2 pk (11 oz each) refrigerated French bread dough
3 Garlic gloves, pressed
1/2 ts Each: dried oregano leaves and dried basil leaves
8 oz Thinly sliced deli meat (we had turkey ham, turkey breast and hard salami)
4 oz Thinly sliced cheese such as: Muenster, Swiss or American
2 c Lettuce, chopped
6 tb Italian salad dressing, divided
1 md Each: onion, green bell pepper, and tomato
1/2 c Pitted ripe olives

INSTRUCTIONS

This was prepared and served at a "Pampered Chef" party that I went to a
couple of weeks ago. Of course, the purpose of cooking things at the
*party* is to sell their kitchen products, but every one of the recipes she
made was delicious. So, for a buck I bought the cookbook from which they
came (Season's Best Recipe Collection, Spring/Summer 1997)!! Here is the
sandwich we enjoyed:
Preheat oven to 350~F. Place dough seam side down on 15" Baking Stone (a
cookie sheet would work also), pinching ends together to form circle. Cut
six to eight diagonal slashes (1/2-inch deep) on top of dough with Serrated
Bread Knife; spray with vegetable oil using Kitchen Spritzer.

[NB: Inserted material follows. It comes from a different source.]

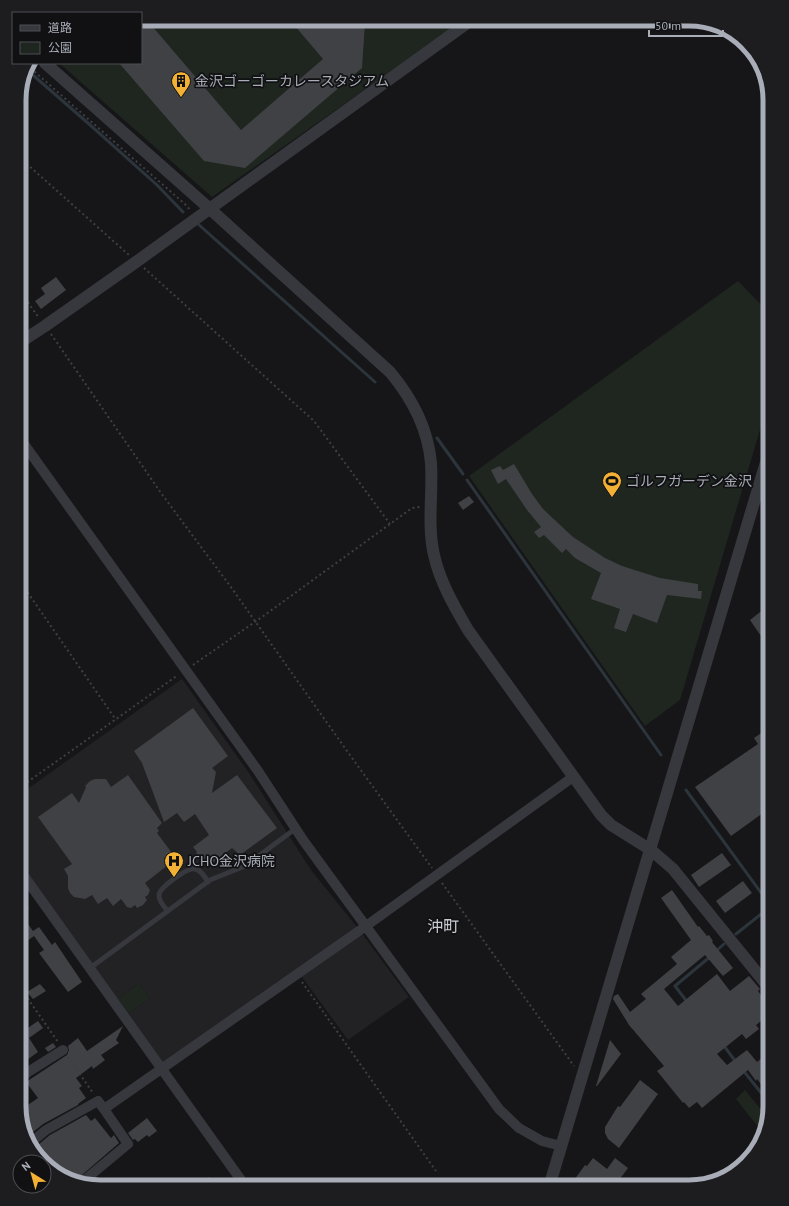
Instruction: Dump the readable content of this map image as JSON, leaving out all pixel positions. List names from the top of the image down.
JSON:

Press garlic
over top of bread dough circle with Garlic Press, spreading evenly with
Skinny Scraper. Sprinkle with oregano and basil. Bake 26-30 minutes or
until deep golden brown. Immediately remove from stone to non-stick cooling
rack; cool completely.
Meanwhile, chop lettuce into thin strands using Garnisher. Using
Vario-Slicer thinly slice onion, green pepper, and tomato. Slice olives
using Egg Slicer Plus. To assemble sandwich, cut bread in half horizontally
using Serrated Bread Knife. Cover bottom half of bread ring with
overlapping meat slices. Top with cheese slices and lettuce. Spoon 2 Tbsp.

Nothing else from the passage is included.